Avec Triangle of Sadness (Sans filtre), les digressions de Ruben Östlund sur l’humanité atteignent leur paroxysme
Après la Fashion Week, Carl (Harris Dickinson) et Yaya (Charlbi Dean Kriek), couple de mannequins et influenceurs, sont invités sur un yacht pour une croisière de luxe. Tandis que l’équipage est aux petits soins avec les vacanciers, le capitaine refuse de sortir de sa cabine alors que le fameux dîner de gala approche. Les événements prennent une tournure inattendue et les rapports de force s’inversent lorsqu’une tempête se lève et met en danger le confort des passagers.
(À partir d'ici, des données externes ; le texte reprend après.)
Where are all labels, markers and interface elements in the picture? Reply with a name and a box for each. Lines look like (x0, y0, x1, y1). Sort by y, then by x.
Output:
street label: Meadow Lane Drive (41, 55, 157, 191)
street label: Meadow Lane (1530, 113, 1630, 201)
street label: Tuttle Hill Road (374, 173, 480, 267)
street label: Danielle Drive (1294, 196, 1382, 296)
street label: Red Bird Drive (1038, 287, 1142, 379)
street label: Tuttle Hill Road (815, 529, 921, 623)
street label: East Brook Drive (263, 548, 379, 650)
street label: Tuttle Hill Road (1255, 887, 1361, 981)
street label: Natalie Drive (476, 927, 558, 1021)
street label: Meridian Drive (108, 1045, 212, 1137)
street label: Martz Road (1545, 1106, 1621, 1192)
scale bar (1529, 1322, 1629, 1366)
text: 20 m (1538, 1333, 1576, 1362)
Présenté en compétition officielle lors du dernier Festival de Cannes, où il a décroché la Palme d’or, Triangle of Sadness, du Suédois Ruben Östlund, commence très fort, avec une belle distribution et des thématiques qui pointent avec acidité les travers du genre humain. Tout d’abord, avec le séduisant Carl participant à des castings pour des défilés de mode, s’adaptant aux exigences des photographes qui exécutent les demandes des stylistes, sourires obligés, pour Benetton, faciès crispé ou regard sombre pour la haute-couture.
Réparti en trois volets, la dernière réalisation de Ruben Östlund pointe les excès en tous genres de l’humanité. Dans le premier volet, Carl se livre à des joutes verbales paritaires avec sa Dulcinée (feue Charlbi Dean Kriek, dont le rôle prend une teneur particulière après sa disparition). Alors que le couple de mannequins influenceurs disserte par des tirades à rallonge d’une addition de restaurant, on ne perçoit pas encore où le cinéaste va nous entrainer.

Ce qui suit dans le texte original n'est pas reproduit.